Required work: No pictures go into the output, which should consist only of the lines from the first line of the data through the line with "M584,0L813,249L962,418L1175,653", copied exactly.

Task material:
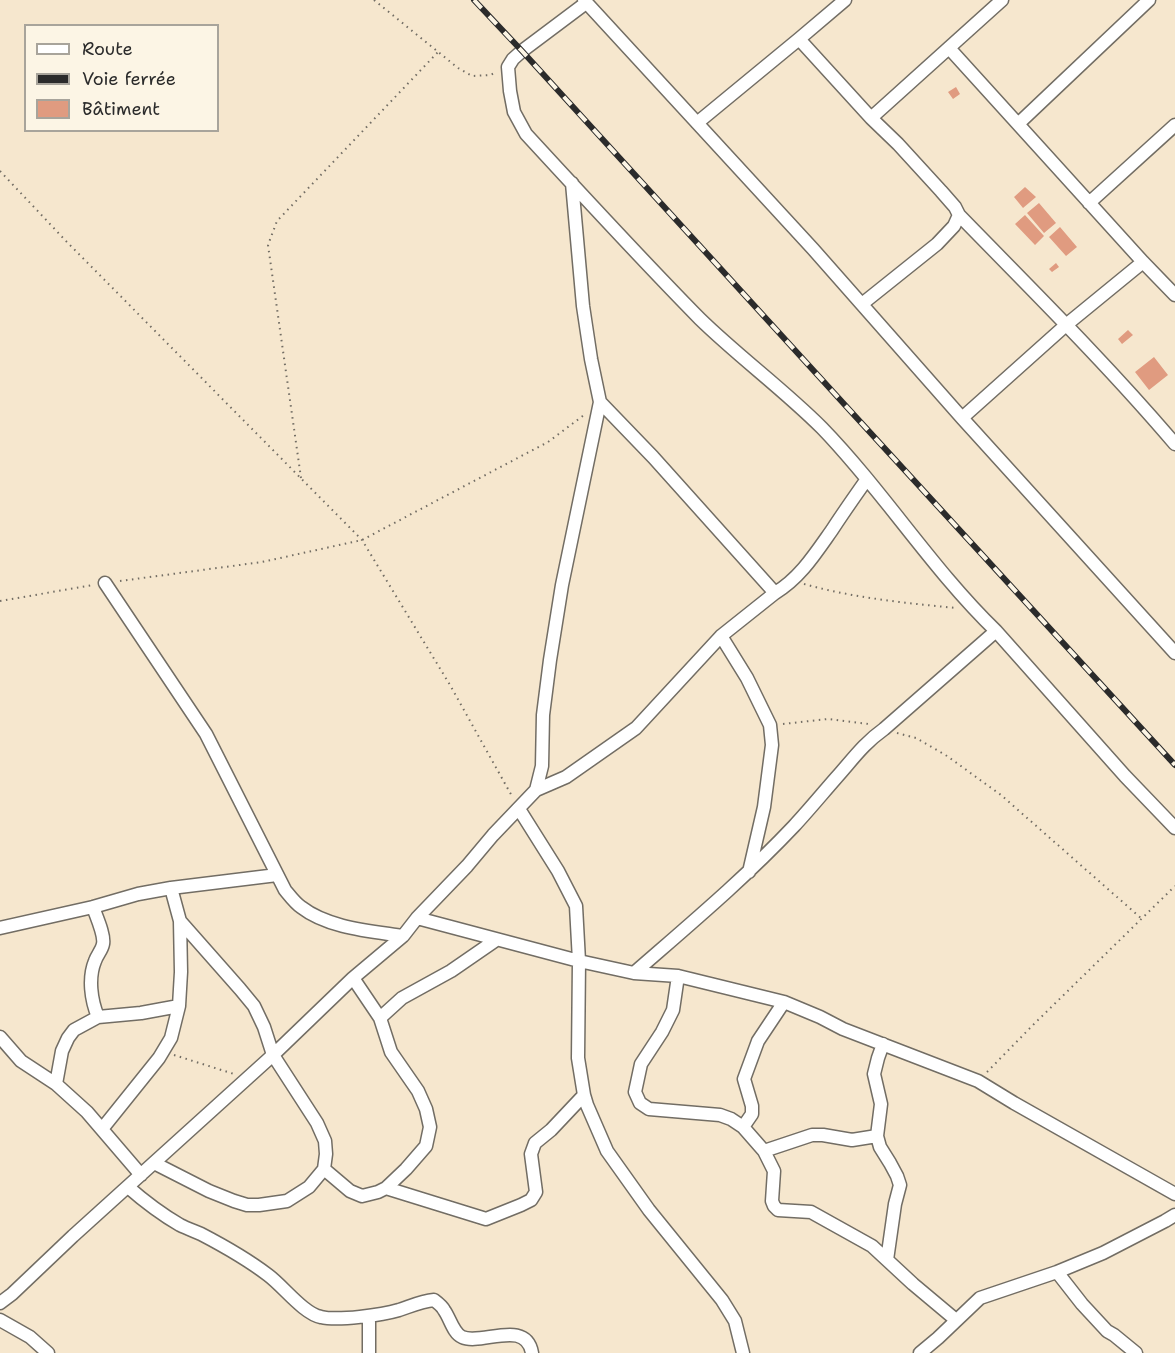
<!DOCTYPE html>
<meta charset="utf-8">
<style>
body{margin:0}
#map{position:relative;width:1175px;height:1353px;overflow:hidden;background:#f6e7ce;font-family:"Shantell Sans",sans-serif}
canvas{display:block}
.legend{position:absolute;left:24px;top:24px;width:195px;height:108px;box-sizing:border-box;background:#fcf5e5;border:2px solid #a8a49b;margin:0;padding:8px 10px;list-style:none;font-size:18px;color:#2b2b2b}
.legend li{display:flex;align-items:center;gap:12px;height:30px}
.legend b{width:30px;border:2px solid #a8a49b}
</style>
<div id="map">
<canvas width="1175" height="1353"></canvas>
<ul class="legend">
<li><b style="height:8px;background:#fff"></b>Route</li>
<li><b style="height:8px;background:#2b2b2b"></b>Voie ferrée</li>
<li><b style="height:16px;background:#e09b80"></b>Bâtiment</li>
</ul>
</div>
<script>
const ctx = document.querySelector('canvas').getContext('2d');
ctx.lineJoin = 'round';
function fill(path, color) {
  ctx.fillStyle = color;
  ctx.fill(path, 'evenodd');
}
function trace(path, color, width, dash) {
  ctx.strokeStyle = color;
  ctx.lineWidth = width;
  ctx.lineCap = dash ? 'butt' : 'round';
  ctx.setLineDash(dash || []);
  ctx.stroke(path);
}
fill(new Path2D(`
 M956,87L960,94L953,99L948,92Z
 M1025,187L1036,197L1023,208L1014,197Z
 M1039,203L1056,223L1044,233L1027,213Z
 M1025,215L1044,236L1035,245L1015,224Z
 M1060,227L1077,247L1066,256L1049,237Z
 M1056,263L1059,267L1052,272L1049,269Z
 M1128,330L1133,335L1122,344L1118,339Z
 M1154,357L1168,375L1149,390L1135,372Z`), '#e09b80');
const street = new Path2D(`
 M584,0L813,249L962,418L1175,653
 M586,3L522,51L513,59L508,67L510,91L514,112L526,134C583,196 641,259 700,319C739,357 783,389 822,428C884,492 932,569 996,631L1125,776L1175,828
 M799,39L871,118L898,144L941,191L955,207L959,215C1032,290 1107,364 1175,444
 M949,48L1143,262L1175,295
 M871,118L1002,0
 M697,123L799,39L845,0
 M1018,124L1149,0
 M1089,203L1175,125
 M862,304L937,244L954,226L959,215
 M962,418L1066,325L1143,262
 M105,583L206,734L285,890C290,896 295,903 301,907C328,928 370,931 403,936
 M775,593C800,578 815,554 832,530C843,513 855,496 867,479
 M721,636L747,678L770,725L772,745L764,807L749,872
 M536,790L542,766L543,715L550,660L562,585L600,402L591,359L583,306L572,183
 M519,809L558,871L576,906L579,961L578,1058L584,1095L587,1105L607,1151L649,1210L722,1300L735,1321L743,1353
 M171,888L180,921L240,989L254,1006L264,1027L273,1055L317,1123L325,1141L326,1154L324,1169L350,1191L362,1196L378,1192L386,1188L406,1169L426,1146L430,1127L426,1109L418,1091L391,1052L380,1018L353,978
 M93,907C96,916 105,935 103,944C102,950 97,955 95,961C88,978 91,1000 98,1017
 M417,918L579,961L634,973L678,976L784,1002L820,1017L843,1029L978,1081L1014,1103L1175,1194
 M0,928L93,907L138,894L171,888L277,875
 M634,973C689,925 744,879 794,826C808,811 822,794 836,778C853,759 863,744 884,729L996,631
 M678,976L673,1010L662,1032L641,1064L635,1092L640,1103L649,1109L720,1115L731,1119L743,1127L764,1151L774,1171L772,1201L774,1206L778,1210L811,1212L872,1246L913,1284L956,1320
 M380,1018L402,998L451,971L496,940
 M0,1037L21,1061L56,1084L87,1112L141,1175
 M883,1044L878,1058L874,1074L881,1104L877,1136L880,1147L890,1163L897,1176L900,1185L895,1204L887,1260
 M56,1084L62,1051L68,1038L74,1030L98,1017L141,1013L179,1006
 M743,1127L752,1114V1106L744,1079L758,1041L784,1002
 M102,1129L159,1058L171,1038L179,1006L181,972L180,921
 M764,1151L812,1135H823L852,1140L877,1136
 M154,1163L209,1191L234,1201L247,1205H259L287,1201L309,1187L324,1169
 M128,1187C144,1201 161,1214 180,1225C186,1228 194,1231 201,1234C224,1246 247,1259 268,1275C283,1286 304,1314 321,1317C338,1321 382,1315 399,1310C411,1306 422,1301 434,1300C438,1303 442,1306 444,1310C450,1318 453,1333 462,1337C481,1346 526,1318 532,1353
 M386,1188L486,1219L521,1205L531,1200L536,1192L531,1154L535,1143L551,1130L584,1095
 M1057,1272L1082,1304L1107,1331L1114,1335L1136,1353
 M0,1303L12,1294L73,1236L273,1055L353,978L403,936L417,918L467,866L493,835L536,790L566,777L636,728L721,636L775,593L653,457L600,402
 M0,1320L30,1337L48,1353
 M369,1353V1316
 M920,1353L938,1338L980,1298L1057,1272L1103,1253L1165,1221L1175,1215`);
trace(street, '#726d64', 15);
trace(new Path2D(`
 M374,0L458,68L472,76L490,75L497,72
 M0,171L65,240L362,540L450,685L513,798
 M301,478L268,245L277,221L438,52
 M120,581L262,562L362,540L548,442L584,415
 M804,584C854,598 905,603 956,608
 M0,601L93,585
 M783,724L828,719L869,724
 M897,733L916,738L947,756L1001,795L1142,919
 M174,1055L234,1074
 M987,1072L1034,1024L1175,886`), '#726d64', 2, [1.5, 4.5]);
trace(street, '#fff', 12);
const rail = new Path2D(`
 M474,0L522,51L855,416L1175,765`);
trace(rail, '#2b2b2b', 6);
trace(rail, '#fcf5e5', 4, [11]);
</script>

Task response:
<!DOCTYPE html>
<meta charset="utf-8">
<style>
body{margin:0}
#map{position:relative;width:1175px;height:1353px;overflow:hidden;background:#f6e7ce;font-family:"Shantell Sans",sans-serif}
canvas{display:block}
.legend{position:absolute;left:24px;top:24px;width:195px;height:108px;box-sizing:border-box;background:#fcf5e5;border:2px solid #a8a49b;margin:0;padding:8px 10px;list-style:none;font-size:18px;color:#2b2b2b}
.legend li{display:flex;align-items:center;gap:12px;height:30px}
.legend b{width:30px;border:2px solid #a8a49b}
</style>
<div id="map">
<canvas width="1175" height="1353"></canvas>
<ul class="legend">
<li><b style="height:8px;background:#fff"></b>Route</li>
<li><b style="height:8px;background:#2b2b2b"></b>Voie ferrée</li>
<li><b style="height:16px;background:#e09b80"></b>Bâtiment</li>
</ul>
</div>
<script>
const ctx = document.querySelector('canvas').getContext('2d');
ctx.lineJoin = 'round';
function fill(path, color) {
  ctx.fillStyle = color;
  ctx.fill(path, 'evenodd');
}
function trace(path, color, width, dash) {
  ctx.strokeStyle = color;
  ctx.lineWidth = width;
  ctx.lineCap = dash ? 'butt' : 'round';
  ctx.setLineDash(dash || []);
  ctx.stroke(path);
}
fill(new Path2D(`
 M956,87L960,94L953,99L948,92Z
 M1025,187L1036,197L1023,208L1014,197Z
 M1039,203L1056,223L1044,233L1027,213Z
 M1025,215L1044,236L1035,245L1015,224Z
 M1060,227L1077,247L1066,256L1049,237Z
 M1056,263L1059,267L1052,272L1049,269Z
 M1128,330L1133,335L1122,344L1118,339Z
 M1154,357L1168,375L1149,390L1135,372Z`), '#e09b80');
const street = new Path2D(`
 M584,0L813,249L962,418L1175,653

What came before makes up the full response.